Activity
Find every line containing "controls" in the records below and report the tally as a bare number.

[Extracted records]
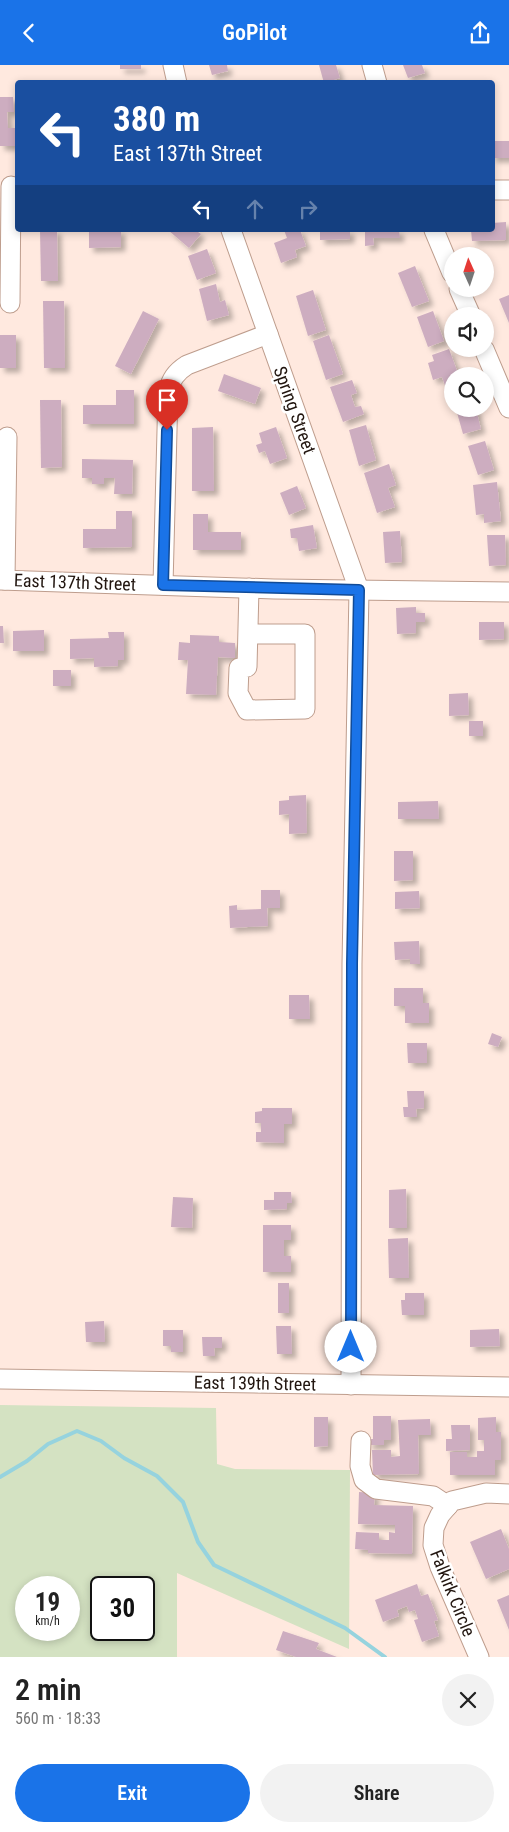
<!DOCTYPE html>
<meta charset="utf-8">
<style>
body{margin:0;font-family:"Roboto Condensed",sans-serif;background:#f2f2f2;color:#222;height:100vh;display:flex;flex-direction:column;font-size:19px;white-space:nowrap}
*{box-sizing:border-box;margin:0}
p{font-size:16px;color:#767676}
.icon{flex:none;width:28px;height:28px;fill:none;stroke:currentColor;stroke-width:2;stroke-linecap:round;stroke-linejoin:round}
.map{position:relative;height:1592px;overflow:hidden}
.drawer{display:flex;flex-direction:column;background:#fff;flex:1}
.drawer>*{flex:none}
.banner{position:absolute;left:15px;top:15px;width:480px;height:152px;border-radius:5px;box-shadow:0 2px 8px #0003;background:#1a4fa0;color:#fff;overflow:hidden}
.needle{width:32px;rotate:357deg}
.controls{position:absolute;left:444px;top:182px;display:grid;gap:10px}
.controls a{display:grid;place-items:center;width:50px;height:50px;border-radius:50%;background:#fff;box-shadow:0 2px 8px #0003;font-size:25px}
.speed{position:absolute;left:15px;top:1511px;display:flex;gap:10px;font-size:25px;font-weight:700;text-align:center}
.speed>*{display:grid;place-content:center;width:65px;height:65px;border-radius:50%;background:#fff;box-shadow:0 2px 8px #0003;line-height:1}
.speed small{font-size:12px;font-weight:400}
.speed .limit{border:2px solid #111;border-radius:8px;background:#fff;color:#111}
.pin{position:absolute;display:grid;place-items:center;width:42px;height:42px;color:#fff;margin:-51px -21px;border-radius:50% 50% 50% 0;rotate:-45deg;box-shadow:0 0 5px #0007}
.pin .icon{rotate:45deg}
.me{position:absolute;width:55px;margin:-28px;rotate:0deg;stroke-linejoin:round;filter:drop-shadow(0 0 4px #0008)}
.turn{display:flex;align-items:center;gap:18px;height:105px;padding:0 15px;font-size:22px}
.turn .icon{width:65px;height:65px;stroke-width:2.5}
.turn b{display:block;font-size:35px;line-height:42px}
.lanes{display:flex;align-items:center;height:48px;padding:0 15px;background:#0003;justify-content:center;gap:25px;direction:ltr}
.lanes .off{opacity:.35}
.round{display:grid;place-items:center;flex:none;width:52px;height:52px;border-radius:26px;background:#f2f2f2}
.overview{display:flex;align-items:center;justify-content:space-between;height:85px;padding:0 15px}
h1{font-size:30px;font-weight:600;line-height:38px}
.button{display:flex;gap:10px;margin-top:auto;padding:10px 15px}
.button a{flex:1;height:58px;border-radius:30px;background:#1a73e8;color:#fff;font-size:20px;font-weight:600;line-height:58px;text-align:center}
.button a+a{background:#f2f2f2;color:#222}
header{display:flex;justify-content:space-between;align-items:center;height:65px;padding:0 15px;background:#1a73e8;color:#fff;font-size:22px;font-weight:600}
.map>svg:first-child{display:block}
.green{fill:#d4e2c2;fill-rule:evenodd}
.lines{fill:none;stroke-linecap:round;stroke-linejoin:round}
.stream{stroke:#96d3de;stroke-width:4}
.building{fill:#cdadc0;filter:url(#shadow)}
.minor-casing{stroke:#be9d8d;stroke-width:21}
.minor{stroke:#fff;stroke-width:19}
.route-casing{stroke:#114b97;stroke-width:12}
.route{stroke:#1a73e8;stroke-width:9}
.labels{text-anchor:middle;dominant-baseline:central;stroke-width:5;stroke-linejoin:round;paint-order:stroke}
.street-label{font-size:18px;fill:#21150f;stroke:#fff}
</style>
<header><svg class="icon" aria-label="back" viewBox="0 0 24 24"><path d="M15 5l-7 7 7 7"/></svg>GoPilot<svg class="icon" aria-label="share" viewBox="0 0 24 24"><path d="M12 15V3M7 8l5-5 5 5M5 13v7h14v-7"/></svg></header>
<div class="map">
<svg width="509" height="1592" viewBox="0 0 509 1592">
<defs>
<filter id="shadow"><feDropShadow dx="4.5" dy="4.5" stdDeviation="2.5" flood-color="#0004"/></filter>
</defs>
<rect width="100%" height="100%" fill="#ffe9df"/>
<path class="green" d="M0,1340L216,1343L217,1399L235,1404L350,1405L349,1584L177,1508V1592H0ZM26,1522H69V1565H26ZM101,1522H144V1565H101Z"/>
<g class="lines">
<path class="stream" d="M0,1412L27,1396L48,1379L77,1366L101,1376L124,1393L157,1411L183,1437L198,1477L214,1500L345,1563L385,1592"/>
</g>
<g class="building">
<rect x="120" y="0" width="21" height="4"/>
<path d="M209,0H227L228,6L212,10Z"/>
<path d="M319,0H336L340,13L324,18Z"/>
<path d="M403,0H422L425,8L408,13Z"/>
<path d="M0,32H13L14,47H7L8,63H18V81H0Z"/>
<rect x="492" y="76" width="17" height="17"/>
<path d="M506,157V175L472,176L471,165H492V158Z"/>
<path d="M40,165H57L58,216H41Z"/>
<path d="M89,165H121V182L89,183Z"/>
<path d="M168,165H195L201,169L189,183Z"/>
<path d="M284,165H300L306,181L295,185L297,192L281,198L274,178L287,173Z"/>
<path d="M320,165H350V174L320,175Z"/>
<path d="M365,165H399L400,173H373L374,180L365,181Z"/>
<path d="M207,184L216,208L197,215L188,191Z"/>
<path d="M415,201L429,236L412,242L398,208Z"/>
<path d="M216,219L220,237L225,235L229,250L207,256L199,224Z"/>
<path d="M313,225L326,265L308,271L296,231Z"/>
<path d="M509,230V258L499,234Z"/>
<path d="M43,236H64L65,303H44Z"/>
<path d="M143,246L159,254L131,309L115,301Z"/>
<path d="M433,246L444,276L428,282L417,252Z"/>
<rect x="0" y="270" width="16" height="33"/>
<path d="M329,270L343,309L326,315L313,276Z"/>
<path d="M449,284L459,311H452V328L448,329L442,312L433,315L428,298L434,296L432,290Z"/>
<path d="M224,309L261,323L255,339L218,326Z"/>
<path d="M352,315L357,328L351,330L355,342L361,341L364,349L343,357L330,322Z"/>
<path d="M116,325H134V359H83V340H116Z"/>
<path d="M40,335H61L62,402L41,403Z"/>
<path d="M456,344H476L481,364L463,369Z"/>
<path d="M366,360L376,395L359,401L349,365Z"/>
<path d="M213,362L214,426H192V363Z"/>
<path d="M276,362L287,393L270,399L265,386L259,388L256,380L262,378L259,368Z"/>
<path d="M485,376L494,405L478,410L468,381Z"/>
<path d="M82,394L133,395L132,429H114L115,413H104V419H92V413H82Z"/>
<path d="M389,399L396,420L388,423L395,442L377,448L364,408Z"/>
<path d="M497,417L501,456L484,458V449L476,450L473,420Z"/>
<path d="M297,421L306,443L289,450L280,428Z"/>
<path d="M116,446H132V482L83,483V464H116Z"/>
<path d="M193,449H208V467H241V485H193Z"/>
<path d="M313,460L317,483L299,486L297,473H291L290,464Z"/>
<path d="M400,466L402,497L385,498L383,467Z"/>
<path d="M487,470H505L506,500L489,501Z"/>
<path d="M416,542V548H425V557H416V568L397,569L396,543Z"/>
<path d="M479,557H504V574L479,575Z"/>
<path d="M0,561H3L4,578H0Z"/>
<path d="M44,565V586H13V566Z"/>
<path d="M108,567H124V595H118V601L94,602V593L70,594V574L109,573Z"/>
<path d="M190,570L219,571V577L235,578V593L218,592L216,630L186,629L188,595H178L179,577L190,578Z"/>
<rect x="53" y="605" width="18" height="16"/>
<path d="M468,628L469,650L449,651V629Z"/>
<rect x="469" y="656" width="14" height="15"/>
<path d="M306,730L307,768L289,769V749L279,750V736L289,735V731Z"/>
<path d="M438,736L439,754H398V737Z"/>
<path d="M394,786H413V815L394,816Z"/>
<path d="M261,825H280V843H267L268,861L230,863L229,841L237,840V845L261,844Z"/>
<path d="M419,826L420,843L395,844V827Z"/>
<path d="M419,876L420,899H410V894L395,895L394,877Z"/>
<path d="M394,923H423V938H429V958H405V941H394Z"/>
<path d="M289,930H309L310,954H289Z"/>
<path d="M492,968L502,972L498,982L488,979Z"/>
<path d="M407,978H427V998H408Z"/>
<path d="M407,1026H424V1043L416,1044L417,1052H404L403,1042H408Z"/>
<path d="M262,1043H292V1059H284V1078L256,1077V1067H261V1058H255V1047L262,1046Z"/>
<path d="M406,1124L407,1163H389V1125Z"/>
<path d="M274,1127H291L292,1138H287V1144L264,1145V1135H274Z"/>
<path d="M173,1132L193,1133L192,1163L171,1162Z"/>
<path d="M263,1160H291V1175H284V1191H291V1207H263Z"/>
<path d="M408,1173L409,1213H389L388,1174Z"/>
<rect x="278" y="1218" width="11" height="30"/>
<path d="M405,1228H424V1250H402L401,1235H405Z"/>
<path d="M104,1256L105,1277H86L85,1257Z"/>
<path d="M276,1261H291L292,1289H277Z"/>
<path d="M499,1264L500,1281L470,1282V1265Z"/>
<path d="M163,1265H183V1287H171V1281H163Z"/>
<path d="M202,1272H222V1283H214L215,1291H203Z"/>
<path d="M373,1351H391V1375H384V1380H368V1374H373Z"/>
<path d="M314,1352H328V1381L314,1382Z"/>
<path d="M496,1352V1367H501V1395H495V1410H450V1387H467V1392H477V1386H484V1375H478V1353Z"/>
<path d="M430,1354L431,1370H418L419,1409L373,1410L372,1385H391V1392L400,1391L398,1355Z"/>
<path d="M451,1360H470V1385L446,1386V1374H452Z"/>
<path d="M359,1427L375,1428L374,1440L413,1441L412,1489L368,1488V1485L355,1484L356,1467L379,1468V1475H389V1467L395,1468V1460L358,1459Z"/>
<path d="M501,1464L509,1484V1504L486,1514L470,1477Z"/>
<path d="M417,1519L421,1531L428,1529L438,1555L434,1556L439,1571L422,1577L414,1555L418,1554L415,1545L409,1547L407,1541L397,1545L399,1551L383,1557L375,1535Z"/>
<path d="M509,1530V1565L497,1535Z"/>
<path d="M283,1566L319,1578L316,1584L337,1592H296L276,1585Z"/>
</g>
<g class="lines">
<g class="minor-casing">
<g id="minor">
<path d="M173,0L177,18"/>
<path d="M372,0L377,18"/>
<path d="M492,125H509"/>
<path d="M231,165L359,525L352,899L351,1320"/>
<path d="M434,165L452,208"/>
<path d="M459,224L471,251"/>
<path d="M10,238L11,121"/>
<path d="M484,284L509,343"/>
<path d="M0,515L274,524L509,527"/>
<path d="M5,515L7,372"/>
<path d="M163,520L168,327C171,314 176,307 187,300L268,269"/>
<path d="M248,569H305V644L247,645L238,628L239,603L247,602L249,523"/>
<path d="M0,1314L509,1322"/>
<path d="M361,1376L360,1401L364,1415L376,1424L433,1431L448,1441"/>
<path d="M479,1592L440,1502L433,1480L434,1463L440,1450L452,1436L486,1428L509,1429"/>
</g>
</g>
<use href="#minor" class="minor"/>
</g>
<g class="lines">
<g class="route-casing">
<path id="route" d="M167,365L163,520L359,525L352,899L351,1282"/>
</g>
<use href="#route" class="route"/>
</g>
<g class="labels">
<g class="street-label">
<text transform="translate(295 345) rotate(70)">Spring Street</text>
<text transform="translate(75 517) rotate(2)">East 137th Street</text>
<text transform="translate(255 1318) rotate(1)">East 139th Street</text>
<text transform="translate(453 1528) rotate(68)">Falkirk Circle</text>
</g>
</g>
</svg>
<div class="controls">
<a><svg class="needle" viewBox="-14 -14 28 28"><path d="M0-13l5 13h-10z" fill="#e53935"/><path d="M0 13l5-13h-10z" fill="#767676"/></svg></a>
<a><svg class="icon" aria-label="sound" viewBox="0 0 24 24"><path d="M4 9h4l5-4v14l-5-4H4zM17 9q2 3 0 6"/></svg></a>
<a><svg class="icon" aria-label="search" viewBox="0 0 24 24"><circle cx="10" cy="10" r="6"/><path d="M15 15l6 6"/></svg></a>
</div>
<div class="speed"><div>19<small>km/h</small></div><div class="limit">30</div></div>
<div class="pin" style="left:167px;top:365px;background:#d93025"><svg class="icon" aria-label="arrive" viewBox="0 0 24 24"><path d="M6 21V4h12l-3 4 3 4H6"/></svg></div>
<svg class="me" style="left:351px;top:1282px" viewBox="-20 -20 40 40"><circle r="19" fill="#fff"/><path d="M0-13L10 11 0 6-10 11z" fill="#1a73e8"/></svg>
<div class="banner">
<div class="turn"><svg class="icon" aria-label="left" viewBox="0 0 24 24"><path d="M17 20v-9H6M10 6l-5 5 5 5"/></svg><div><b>380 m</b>East 137th Street</div></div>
<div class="lanes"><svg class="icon" aria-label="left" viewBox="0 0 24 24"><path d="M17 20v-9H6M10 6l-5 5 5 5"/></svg><svg class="icon off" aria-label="ahead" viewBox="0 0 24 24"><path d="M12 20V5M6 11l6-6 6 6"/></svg><svg class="icon off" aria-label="right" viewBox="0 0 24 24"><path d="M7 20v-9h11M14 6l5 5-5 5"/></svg></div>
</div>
</div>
<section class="drawer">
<div class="overview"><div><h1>2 min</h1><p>560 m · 18:33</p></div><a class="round"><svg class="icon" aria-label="close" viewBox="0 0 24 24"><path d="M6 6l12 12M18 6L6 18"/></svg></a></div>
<div class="button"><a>Exit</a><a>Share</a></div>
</section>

Exercise output
3